## Input data
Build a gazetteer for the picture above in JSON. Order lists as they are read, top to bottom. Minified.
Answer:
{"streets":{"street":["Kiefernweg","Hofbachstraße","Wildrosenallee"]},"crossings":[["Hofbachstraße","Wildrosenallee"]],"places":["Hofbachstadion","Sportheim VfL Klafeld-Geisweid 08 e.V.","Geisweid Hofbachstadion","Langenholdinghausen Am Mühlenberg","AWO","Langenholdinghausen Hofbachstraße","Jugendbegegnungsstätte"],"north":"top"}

## Exercise
When you answer, return each line of the material exactly as it was written.

## Finished task
Build a gazetteer for the picture above in JSON. Order lists as they are read, top to bottom. Minified.
Answer:
{"streets":{"street":["Kiefernweg","Hofbachstraße","Wildrosenallee"]},"crossings":[["Hofbachstraße","Wildrosenallee"]],"places":["Hofbachstadion","Sportheim VfL Klafeld-Geisweid 08 e.V.","Geisweid Hofbachstadion","Langenholdinghausen Am Mühlenberg","AWO","Langenholdinghausen Hofbachstraße","Jugendbegegnungsstätte"],"north":"top"}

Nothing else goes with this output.